To create a pie chart in ggplot2 you basically have to create a single stacked bar and then force it to polar coordinates. So here’s the aggregation code I’m going to base the plot on.
cumulative_cap <- ppa_price_long %>%
group_by(region) %>%
summarise(cumulative_capacity = round(sum(capacity_mw))) %>%
mutate(capacity_label = prettyNum(cumulative_capacity, big.mark = ","))
The really tricky part is to add labels, and I’m not going to do that for all of the regions since they are not shown on the dashboard either. I ended up deciding to use annotate instead just to show those five specific regions. Also note that I’m using the direction argument in coord_polar(), all that does is flip the slices the opposite way, which I needed to match the dashboard.

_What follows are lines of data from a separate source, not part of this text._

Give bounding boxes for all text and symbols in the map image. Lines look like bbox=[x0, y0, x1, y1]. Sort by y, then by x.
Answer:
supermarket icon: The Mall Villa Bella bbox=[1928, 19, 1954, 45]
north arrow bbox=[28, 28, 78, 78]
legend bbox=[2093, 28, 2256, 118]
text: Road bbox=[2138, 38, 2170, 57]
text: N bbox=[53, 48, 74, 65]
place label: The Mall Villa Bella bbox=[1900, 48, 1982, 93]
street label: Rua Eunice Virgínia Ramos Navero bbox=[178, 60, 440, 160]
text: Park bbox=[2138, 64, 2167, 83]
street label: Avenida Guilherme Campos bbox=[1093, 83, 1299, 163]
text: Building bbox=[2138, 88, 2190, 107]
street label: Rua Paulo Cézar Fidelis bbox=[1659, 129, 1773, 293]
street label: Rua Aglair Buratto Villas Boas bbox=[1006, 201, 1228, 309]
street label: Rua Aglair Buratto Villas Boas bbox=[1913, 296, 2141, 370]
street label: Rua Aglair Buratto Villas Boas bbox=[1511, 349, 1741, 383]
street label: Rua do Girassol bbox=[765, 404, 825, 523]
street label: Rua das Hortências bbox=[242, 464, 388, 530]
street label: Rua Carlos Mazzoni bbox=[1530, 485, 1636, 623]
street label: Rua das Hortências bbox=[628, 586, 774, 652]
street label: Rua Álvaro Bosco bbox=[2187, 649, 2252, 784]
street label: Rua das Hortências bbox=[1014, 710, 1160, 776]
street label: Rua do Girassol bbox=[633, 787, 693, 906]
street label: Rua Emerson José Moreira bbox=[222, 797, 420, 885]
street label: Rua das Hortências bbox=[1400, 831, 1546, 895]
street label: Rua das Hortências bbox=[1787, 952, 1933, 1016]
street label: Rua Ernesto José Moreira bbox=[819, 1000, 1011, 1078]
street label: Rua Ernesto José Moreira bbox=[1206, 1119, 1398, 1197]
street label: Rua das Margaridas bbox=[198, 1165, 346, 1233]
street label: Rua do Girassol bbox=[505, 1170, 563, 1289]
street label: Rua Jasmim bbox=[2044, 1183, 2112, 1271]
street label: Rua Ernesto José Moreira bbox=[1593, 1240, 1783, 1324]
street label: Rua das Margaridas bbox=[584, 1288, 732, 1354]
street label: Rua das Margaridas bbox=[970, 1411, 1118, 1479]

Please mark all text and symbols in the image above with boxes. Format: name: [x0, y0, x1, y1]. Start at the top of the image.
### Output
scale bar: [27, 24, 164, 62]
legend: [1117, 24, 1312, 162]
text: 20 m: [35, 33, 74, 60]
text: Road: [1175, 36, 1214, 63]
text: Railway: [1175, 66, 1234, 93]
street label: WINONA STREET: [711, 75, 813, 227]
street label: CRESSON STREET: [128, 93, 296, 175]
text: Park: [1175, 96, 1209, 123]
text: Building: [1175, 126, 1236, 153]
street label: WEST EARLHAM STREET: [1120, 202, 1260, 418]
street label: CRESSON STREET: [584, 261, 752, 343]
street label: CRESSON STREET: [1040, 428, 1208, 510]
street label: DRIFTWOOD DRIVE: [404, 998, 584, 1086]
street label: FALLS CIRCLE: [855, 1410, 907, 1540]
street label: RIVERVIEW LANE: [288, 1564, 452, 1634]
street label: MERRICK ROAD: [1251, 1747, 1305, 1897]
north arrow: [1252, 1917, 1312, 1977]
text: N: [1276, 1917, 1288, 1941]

p3 <- ggplot(cumulative_cap,
aes(x="",
y=cumulative_capacity,
fill=region))+
geom_bar(stat="identity", width=1)+
scale_fill_manual(values = color.pal)+
coord_polar("y", start=0, direction = -1)+
annotate("text", y = 4000, x = 1,
label = "West (non-ISO)\n 7,919", size = 3)+
annotate("text", y = 18000, x = 1.1,
label = "CAISO \n 8,649", color = "white", size = 3)+
annotate("text", y = 8800, x = 1.6,
label = "Southwest (non-ISO) \n 2,538", size = 3)+
annotate("text", y = 13000, x = 1.7,
label = "ISO-NE \n 326", size = 3)+
annotate("text", y = 11000, x = 1.7,
label = "PJM \n 739", size = 3)+
theme_void()+
labs(caption = "Cumulative Capacity (MW-AC)")+
theme(legend.position="top",
legend.title = element_blank(),
legend.key.size = unit(.5, 'cm'),
plot.caption = element_text(hjust = .5),
plot.title = element_text(hjust = 0.5, size = 12),
plot.subtitle = element_text(hjust = 0.5, size = 10))+
guides(fill = guide_legend(nrow = 5, byrow = TRUE))
Arranging the Plots
Now I’m going to use the ggarrange() function from ggpubr to put these all together. What’s happening here is I’m basically using nested ggarranges so that I can put the bubble and bar charts together first, and then have the pie chart + legend in its own column that spans both of those rows.
p_full <- ggarrange(
ggarrange(p1, p2, nrow=2, legend = "none"),
p3,
widths = c(2, 1), heights = c(1,1))
## Warning: Removed 59 rows containing missing values (geom_text).
annotate_figure(p_full,
top = text_grob(
"Utility-Scale Solar \n Power Purchase Agreement Prices for PV",
face = "bold",
size = 14,
color = color.pal[1]),
bottom = text_grob(
"Source: Berkeley Lab",
hjust = 1,
x = .9,
face = "italic",
size = 9,
color = color.pal[1])
)
The only thing missing from this is, of course, the interactivity. I could have used Plotly to accomplish that, or even created the ggplots first and then converted them to Plotly. I will add the interactive Plotly charts I created using Python to the end of this post.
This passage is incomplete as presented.